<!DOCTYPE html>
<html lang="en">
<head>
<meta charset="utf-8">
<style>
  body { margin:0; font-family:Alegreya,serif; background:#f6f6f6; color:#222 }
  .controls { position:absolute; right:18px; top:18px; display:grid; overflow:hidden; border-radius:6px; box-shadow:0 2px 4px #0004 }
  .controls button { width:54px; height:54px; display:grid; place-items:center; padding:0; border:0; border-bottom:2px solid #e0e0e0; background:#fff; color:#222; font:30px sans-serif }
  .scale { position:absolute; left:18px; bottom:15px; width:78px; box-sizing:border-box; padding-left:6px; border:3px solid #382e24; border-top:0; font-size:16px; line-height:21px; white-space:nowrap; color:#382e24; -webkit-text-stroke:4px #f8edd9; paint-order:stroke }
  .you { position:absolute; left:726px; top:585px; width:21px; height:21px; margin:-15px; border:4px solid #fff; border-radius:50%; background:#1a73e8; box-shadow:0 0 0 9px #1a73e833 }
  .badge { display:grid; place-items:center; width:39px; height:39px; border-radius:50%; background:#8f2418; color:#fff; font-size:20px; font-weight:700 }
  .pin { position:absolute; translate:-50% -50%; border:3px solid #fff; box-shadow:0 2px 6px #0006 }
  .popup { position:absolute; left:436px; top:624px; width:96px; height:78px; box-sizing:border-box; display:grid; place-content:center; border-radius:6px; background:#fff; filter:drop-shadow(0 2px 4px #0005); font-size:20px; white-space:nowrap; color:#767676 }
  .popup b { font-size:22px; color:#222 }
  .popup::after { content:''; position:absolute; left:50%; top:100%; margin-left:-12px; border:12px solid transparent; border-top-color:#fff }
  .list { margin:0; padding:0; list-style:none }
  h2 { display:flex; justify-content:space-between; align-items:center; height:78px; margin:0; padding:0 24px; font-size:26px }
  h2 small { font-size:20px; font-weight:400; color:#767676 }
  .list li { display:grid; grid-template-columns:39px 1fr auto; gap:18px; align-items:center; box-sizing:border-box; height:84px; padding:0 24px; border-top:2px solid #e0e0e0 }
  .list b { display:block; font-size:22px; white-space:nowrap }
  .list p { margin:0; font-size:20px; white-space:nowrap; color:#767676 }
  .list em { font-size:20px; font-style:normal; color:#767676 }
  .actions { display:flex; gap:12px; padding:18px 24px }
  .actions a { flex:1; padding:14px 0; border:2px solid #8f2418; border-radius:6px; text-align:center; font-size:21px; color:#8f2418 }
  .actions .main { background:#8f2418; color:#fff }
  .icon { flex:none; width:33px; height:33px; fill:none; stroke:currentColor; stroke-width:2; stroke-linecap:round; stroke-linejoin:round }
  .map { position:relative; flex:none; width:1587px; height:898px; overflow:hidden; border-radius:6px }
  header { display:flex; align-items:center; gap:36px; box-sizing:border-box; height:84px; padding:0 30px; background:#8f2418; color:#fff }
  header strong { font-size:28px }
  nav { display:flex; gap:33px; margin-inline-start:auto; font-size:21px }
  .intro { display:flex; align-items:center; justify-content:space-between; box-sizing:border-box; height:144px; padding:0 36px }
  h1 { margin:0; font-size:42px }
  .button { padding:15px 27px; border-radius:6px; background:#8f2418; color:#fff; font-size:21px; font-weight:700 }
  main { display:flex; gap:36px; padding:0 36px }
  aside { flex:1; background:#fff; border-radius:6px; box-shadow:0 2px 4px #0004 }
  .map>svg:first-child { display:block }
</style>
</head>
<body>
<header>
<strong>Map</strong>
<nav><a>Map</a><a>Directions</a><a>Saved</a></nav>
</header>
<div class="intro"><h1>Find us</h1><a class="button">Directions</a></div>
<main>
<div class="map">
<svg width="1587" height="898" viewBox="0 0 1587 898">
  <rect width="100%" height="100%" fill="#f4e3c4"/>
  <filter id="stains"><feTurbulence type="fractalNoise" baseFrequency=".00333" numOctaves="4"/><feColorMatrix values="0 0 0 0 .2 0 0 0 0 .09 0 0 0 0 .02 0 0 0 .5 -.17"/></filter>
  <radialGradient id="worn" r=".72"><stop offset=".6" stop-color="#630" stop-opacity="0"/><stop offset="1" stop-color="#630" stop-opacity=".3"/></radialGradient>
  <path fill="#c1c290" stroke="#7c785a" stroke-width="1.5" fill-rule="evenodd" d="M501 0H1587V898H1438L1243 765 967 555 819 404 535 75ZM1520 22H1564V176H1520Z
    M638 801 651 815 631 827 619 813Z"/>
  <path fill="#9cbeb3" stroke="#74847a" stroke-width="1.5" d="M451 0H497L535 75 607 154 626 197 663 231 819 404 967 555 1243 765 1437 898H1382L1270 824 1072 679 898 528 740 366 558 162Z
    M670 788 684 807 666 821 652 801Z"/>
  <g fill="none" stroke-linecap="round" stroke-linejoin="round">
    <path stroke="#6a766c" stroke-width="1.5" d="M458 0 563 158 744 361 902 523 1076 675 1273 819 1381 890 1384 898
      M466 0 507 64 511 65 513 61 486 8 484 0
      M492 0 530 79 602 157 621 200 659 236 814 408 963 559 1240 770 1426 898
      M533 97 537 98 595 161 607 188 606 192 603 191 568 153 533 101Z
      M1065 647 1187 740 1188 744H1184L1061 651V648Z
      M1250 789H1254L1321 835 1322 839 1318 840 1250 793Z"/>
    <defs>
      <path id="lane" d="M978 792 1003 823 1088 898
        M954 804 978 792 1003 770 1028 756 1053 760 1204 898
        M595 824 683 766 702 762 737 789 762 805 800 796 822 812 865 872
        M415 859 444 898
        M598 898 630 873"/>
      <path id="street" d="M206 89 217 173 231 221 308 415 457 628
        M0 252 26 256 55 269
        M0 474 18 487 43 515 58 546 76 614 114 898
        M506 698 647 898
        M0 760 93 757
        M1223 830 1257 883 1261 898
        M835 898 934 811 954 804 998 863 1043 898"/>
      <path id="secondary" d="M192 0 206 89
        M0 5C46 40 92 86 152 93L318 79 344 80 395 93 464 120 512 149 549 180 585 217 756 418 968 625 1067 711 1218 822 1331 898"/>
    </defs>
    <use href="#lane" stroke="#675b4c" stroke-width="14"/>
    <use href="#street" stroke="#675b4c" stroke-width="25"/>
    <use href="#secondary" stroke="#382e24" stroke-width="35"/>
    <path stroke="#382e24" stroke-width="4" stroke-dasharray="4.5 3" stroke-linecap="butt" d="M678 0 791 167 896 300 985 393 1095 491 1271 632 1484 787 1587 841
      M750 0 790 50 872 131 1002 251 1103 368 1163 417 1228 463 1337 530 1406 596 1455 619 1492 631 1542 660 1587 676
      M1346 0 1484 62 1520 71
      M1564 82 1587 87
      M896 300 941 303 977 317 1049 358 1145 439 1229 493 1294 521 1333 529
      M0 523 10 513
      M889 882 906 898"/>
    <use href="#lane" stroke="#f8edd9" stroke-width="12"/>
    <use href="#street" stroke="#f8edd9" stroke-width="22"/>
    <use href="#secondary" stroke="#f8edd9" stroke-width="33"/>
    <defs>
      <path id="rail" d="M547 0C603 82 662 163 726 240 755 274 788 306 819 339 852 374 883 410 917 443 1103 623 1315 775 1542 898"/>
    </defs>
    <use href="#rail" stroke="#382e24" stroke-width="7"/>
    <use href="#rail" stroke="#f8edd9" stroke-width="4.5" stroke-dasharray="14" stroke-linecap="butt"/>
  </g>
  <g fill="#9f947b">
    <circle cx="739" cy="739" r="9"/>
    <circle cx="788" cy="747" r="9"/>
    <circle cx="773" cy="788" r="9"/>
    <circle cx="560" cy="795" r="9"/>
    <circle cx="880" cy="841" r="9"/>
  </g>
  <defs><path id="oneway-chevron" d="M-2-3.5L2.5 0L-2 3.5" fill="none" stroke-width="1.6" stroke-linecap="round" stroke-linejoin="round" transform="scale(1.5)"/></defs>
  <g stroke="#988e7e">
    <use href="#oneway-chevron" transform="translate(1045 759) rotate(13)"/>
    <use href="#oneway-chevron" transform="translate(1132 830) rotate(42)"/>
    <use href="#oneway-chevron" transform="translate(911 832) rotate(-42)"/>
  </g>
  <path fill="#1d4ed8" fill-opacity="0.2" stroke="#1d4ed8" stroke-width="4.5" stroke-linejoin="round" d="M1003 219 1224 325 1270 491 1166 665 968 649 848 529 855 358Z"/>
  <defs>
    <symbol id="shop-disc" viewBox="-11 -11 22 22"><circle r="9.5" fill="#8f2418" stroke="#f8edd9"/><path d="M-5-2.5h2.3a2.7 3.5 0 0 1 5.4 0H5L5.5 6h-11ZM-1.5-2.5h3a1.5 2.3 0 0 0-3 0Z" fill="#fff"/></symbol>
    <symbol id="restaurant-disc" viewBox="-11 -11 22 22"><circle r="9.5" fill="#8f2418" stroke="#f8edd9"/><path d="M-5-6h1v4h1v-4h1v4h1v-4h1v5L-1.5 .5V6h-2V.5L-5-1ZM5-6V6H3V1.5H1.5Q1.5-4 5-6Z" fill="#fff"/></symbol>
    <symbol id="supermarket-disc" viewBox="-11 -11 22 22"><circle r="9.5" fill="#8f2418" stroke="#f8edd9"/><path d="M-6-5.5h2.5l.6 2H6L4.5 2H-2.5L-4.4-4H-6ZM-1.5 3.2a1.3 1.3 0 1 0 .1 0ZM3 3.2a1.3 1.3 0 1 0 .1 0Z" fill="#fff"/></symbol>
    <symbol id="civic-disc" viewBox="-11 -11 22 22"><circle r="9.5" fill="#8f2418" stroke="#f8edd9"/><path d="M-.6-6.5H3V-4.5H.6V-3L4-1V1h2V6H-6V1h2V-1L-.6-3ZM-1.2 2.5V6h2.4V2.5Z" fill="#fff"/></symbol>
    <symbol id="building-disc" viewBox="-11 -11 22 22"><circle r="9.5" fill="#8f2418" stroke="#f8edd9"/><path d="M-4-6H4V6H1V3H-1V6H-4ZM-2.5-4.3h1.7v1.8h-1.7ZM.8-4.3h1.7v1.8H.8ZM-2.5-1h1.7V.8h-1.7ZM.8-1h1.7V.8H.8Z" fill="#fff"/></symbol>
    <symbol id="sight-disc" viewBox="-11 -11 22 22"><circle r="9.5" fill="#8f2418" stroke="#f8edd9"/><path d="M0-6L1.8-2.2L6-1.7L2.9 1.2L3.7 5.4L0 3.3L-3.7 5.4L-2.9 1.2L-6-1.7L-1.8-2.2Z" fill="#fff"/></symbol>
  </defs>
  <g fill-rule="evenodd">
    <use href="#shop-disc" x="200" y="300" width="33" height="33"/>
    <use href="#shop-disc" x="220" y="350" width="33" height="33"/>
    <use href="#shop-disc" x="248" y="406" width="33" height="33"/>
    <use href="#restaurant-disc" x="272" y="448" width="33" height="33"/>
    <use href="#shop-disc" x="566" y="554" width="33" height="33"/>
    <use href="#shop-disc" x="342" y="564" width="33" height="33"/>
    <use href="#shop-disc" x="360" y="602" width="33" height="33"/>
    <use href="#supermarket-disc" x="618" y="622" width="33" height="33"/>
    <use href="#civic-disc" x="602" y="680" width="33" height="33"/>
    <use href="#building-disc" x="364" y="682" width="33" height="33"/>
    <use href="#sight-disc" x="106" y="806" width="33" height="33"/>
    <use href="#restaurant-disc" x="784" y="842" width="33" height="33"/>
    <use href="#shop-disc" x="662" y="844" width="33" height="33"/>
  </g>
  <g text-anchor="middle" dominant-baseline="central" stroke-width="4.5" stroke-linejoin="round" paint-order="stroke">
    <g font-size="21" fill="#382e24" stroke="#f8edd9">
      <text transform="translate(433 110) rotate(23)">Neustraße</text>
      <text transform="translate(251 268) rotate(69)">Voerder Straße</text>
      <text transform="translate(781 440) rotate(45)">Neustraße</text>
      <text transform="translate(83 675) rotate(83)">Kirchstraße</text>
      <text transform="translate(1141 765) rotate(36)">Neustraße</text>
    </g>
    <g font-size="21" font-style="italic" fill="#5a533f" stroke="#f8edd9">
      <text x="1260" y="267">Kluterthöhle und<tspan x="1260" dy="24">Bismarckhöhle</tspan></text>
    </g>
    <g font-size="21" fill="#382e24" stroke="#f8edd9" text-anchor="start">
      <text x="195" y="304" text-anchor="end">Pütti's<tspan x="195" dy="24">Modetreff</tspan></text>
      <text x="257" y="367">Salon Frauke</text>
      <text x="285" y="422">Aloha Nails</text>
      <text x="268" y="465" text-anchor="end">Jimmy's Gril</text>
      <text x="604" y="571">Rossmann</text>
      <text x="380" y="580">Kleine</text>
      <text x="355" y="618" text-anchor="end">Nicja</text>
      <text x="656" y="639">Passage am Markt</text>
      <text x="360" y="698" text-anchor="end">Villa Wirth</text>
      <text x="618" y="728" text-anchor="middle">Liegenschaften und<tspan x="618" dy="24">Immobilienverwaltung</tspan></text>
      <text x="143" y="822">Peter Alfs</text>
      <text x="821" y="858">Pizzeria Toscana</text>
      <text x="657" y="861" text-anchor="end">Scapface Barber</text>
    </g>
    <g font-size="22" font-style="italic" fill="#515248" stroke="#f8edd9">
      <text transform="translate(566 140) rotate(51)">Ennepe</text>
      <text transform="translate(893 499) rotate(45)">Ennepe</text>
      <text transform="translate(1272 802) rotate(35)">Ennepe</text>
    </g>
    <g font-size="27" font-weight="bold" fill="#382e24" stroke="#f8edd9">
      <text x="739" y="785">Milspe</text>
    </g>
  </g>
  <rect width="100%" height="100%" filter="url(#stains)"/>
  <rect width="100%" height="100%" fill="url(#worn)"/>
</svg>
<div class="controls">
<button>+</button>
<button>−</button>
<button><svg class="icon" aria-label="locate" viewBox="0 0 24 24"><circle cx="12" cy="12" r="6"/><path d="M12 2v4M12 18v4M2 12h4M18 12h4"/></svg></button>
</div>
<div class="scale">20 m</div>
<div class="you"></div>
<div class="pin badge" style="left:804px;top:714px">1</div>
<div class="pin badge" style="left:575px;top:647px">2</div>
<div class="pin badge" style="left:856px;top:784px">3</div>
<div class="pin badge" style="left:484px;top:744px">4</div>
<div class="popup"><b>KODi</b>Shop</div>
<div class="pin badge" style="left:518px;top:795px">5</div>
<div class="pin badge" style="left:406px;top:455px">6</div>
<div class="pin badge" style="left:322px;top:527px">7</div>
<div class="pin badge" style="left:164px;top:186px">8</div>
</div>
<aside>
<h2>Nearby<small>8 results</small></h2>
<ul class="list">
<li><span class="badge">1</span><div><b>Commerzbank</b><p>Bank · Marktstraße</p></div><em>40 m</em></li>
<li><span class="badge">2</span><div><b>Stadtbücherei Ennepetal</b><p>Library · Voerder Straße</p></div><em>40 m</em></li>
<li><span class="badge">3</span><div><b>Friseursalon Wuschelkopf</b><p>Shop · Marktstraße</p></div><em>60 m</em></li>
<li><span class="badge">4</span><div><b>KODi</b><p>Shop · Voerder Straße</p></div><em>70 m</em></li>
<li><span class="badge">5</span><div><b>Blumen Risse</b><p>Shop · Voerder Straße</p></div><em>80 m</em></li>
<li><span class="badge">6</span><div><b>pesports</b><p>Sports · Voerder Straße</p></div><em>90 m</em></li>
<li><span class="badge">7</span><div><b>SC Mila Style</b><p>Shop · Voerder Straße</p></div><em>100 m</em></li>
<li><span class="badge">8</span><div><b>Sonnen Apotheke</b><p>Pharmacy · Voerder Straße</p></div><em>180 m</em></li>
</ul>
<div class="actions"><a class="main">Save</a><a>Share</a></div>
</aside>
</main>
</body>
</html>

+ + + +

**WHAT THE TASK ASKS:** In the material above, find every line with the word "rule" and show it.

**ANSWER TO THIS TASK:**
  <path fill="#c1c290" stroke="#7c785a" stroke-width="1.5" fill-rule="evenodd" d="M501 0H1587V898H1438L1243 765 967 555 819 404 535 75ZM1520 22H1564V176H1520Z
  <g fill-rule="evenodd">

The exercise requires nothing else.